What It Means to be a Woman
I am rewatching The Bold Type as I type this {so meta}, it finally became available in PH Netflix and I cannot recommend it enough to any woman who’s listening. As a woman — we are in the middle of so many role expectations and general public disappointments, thinking alone about it can be exhausting.
Some of the things I somewhat struggle currently (or previously struggled with) wasn’t so much in the workplace — I was pretty lucky to have had women who paved the way. In real life though, this kind of judgment comes not just from men but women, too! Some micro aggressions I remember being told:
“You’re in your 30s — you should have a child soon”
“It’s okay that you can’t do it, you’re pretty naman”

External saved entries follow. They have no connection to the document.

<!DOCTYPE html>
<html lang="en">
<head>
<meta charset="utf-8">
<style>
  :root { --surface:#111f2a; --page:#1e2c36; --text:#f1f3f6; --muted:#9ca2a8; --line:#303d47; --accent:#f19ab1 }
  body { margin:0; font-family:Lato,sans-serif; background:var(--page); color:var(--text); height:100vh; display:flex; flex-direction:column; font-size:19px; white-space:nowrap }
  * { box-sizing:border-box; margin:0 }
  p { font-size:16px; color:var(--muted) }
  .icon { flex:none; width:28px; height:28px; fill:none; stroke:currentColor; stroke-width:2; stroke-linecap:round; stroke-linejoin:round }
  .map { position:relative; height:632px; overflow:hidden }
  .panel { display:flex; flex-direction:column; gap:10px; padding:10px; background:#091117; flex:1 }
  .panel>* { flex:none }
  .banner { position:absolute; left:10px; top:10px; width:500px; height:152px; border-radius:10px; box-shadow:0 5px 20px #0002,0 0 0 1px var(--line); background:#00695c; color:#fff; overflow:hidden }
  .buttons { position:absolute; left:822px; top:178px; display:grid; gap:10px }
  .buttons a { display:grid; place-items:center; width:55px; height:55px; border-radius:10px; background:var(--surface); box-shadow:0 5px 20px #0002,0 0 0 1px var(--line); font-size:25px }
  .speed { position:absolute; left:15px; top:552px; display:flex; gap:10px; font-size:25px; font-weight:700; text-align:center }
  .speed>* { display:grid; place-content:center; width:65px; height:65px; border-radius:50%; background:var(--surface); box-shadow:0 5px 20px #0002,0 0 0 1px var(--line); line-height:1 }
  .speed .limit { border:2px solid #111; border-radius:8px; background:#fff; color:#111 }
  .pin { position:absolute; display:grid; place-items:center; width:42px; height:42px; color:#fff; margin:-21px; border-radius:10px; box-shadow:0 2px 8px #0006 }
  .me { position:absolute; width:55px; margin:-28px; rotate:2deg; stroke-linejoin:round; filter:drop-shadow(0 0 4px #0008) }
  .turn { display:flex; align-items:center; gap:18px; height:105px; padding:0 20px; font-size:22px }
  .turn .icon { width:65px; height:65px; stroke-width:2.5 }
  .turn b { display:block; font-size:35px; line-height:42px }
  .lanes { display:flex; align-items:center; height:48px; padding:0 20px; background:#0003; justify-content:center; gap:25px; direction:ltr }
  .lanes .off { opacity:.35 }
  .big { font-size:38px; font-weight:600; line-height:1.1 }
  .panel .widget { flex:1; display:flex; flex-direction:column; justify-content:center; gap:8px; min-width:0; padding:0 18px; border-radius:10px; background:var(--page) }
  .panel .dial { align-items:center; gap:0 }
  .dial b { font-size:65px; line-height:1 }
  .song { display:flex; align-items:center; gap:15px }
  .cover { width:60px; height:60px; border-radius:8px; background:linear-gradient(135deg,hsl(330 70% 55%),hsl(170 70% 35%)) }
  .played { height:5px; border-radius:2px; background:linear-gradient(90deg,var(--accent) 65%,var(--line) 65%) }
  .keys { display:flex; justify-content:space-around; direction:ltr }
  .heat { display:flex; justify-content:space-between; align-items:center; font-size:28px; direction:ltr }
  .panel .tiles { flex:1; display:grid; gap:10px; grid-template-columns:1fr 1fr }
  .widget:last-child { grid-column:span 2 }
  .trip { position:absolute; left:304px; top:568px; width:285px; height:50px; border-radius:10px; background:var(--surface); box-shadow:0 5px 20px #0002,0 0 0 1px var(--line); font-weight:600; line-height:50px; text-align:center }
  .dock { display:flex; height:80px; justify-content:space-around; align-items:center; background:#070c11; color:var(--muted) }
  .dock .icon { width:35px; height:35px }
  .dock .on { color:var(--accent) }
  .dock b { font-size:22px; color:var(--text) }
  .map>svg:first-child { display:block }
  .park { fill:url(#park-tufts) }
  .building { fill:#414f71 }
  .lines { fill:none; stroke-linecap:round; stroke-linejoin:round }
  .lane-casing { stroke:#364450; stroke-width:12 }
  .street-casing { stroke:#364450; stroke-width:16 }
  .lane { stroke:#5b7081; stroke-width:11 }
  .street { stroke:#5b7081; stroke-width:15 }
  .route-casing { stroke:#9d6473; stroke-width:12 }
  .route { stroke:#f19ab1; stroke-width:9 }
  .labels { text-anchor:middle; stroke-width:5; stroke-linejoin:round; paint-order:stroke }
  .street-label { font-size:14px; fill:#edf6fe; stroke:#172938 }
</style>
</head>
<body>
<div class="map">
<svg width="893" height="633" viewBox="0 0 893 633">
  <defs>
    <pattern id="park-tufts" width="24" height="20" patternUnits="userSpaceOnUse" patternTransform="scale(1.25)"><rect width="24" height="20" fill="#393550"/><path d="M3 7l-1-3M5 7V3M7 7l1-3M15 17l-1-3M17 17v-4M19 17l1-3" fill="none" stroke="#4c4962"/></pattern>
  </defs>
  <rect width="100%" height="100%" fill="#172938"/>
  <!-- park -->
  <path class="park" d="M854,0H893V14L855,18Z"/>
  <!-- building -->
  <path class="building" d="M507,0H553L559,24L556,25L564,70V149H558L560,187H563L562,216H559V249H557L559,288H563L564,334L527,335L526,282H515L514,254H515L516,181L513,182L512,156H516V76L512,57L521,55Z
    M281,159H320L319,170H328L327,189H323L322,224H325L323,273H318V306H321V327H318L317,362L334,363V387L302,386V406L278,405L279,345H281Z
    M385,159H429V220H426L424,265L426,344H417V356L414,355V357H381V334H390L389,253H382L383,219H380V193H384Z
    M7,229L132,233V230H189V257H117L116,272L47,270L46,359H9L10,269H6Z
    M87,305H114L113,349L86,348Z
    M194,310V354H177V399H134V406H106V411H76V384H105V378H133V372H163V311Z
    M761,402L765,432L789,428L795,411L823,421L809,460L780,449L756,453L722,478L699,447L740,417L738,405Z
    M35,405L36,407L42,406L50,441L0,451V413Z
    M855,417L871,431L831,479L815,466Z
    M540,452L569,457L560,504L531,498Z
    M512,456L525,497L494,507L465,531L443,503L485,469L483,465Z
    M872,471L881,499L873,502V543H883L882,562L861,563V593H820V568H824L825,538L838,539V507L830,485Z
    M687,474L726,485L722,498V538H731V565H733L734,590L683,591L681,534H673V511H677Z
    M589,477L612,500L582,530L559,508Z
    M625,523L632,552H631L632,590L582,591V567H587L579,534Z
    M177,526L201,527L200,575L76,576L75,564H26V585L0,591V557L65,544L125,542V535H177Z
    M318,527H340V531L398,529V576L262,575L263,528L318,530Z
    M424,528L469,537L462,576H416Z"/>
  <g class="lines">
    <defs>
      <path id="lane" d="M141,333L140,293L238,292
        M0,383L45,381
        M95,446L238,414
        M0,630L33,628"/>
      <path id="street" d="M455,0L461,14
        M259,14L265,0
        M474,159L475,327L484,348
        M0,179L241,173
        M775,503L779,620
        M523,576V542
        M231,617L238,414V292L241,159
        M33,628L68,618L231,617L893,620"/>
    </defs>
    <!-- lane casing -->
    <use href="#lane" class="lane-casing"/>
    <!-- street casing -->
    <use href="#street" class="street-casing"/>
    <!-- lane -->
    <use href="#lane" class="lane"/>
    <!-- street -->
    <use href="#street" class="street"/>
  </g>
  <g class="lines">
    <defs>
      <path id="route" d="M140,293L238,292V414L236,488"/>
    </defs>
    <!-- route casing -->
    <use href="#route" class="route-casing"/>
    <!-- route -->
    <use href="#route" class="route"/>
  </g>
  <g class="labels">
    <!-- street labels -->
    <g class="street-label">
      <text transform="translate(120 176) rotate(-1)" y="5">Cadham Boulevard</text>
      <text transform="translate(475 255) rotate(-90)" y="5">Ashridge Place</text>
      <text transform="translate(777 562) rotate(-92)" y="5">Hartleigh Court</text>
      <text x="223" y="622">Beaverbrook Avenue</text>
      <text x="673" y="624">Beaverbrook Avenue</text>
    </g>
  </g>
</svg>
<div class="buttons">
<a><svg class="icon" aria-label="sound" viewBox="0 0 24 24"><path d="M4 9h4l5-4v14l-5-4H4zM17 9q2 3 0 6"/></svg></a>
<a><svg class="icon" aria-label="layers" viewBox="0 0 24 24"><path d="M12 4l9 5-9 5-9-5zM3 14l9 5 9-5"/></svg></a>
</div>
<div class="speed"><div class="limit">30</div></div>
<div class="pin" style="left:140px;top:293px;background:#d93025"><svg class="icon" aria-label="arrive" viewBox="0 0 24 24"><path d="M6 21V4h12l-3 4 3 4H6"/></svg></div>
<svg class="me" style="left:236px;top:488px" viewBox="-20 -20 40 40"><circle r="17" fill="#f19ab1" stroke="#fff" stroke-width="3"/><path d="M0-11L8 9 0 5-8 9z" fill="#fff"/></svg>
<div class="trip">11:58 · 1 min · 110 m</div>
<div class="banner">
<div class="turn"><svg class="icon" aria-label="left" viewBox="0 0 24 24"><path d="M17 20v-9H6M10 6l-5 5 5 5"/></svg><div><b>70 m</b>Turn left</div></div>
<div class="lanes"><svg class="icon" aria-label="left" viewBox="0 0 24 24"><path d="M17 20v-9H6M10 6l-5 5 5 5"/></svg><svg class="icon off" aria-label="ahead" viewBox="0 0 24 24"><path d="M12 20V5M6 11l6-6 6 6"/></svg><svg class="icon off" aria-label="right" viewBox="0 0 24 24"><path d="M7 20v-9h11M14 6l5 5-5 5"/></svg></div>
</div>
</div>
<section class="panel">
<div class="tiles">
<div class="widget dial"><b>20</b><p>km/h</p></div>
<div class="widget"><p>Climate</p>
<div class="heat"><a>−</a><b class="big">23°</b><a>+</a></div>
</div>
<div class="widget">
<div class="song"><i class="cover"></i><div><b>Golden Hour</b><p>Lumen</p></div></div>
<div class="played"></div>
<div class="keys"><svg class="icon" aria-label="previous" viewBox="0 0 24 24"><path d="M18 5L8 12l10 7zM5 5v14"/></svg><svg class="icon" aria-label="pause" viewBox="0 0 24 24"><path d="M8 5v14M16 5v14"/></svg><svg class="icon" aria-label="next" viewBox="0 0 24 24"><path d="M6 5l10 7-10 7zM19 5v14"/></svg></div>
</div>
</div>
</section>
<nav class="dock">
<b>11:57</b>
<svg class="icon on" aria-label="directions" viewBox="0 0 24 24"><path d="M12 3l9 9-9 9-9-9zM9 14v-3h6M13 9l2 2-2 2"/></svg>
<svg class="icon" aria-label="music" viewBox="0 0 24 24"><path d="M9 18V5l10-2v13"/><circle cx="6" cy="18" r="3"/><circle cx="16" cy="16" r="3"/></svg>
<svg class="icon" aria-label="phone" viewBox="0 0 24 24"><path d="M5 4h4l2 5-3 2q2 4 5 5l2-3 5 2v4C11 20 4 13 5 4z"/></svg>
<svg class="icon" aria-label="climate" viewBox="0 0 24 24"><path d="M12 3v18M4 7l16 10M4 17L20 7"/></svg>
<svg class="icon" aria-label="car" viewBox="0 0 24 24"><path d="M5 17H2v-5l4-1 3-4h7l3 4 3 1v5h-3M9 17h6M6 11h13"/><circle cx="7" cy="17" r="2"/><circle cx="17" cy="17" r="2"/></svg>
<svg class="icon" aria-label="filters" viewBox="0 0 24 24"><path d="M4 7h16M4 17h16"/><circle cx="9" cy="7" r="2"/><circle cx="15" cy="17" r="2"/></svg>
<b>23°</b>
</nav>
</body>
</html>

There are more micro aggressions that happen to women — for example — women are ok to be hot until someone does something untoward and then it’s their fault. Or being a mother means the mom cannot dress a certain way anymore, cannot dress “hot” or “sexy” anymore unless she was stick-thin. We also cannot be too stick thin — we look sick. People scoff at the sight of a nipple — what is so scandalous about it anyway? You have big boobs — are those real? If they’re not real — Oh you must be so insecure about your body. You’re too smart — how will you get married? Oh you’re not married — why? Oh you’re not a mother — why? Oh you’re separated? Oh.
It’s tiring — to have to constantly navigate a world that just finds a way to make you feel as if you’re a failure. There just doesn’t seem to be a completeness for us, women, beings who nurture and give birth to humankind. I am glad that women are progressively being welcomed to be anything they can be. And I am not talking about being an engineer, an astronaut — I am glad we can be those if we want to. But my hope for women is to be anything they want to be — to dress how they want to be, to express their joys and pain without fear and actual judgment, just understanding. For women to help each other be the best version of themselves — its most authentic — yes that includes someone who rests and sleeps, not just hustle.
To me — being a woman is to look inside ourselves, into that deepest of our desires and be able to live it, free from judgment and unnecessary opinions. Free to dress how we want, free to enjoy sex no matter our age (with consent and proper agency), free to choose whether to be a mother or not, free agency over her body, not be the main person to have to prevent pregnancies {why is it always a woman’s responsibility anyway?}. To me, being a woman is living a truth — her own.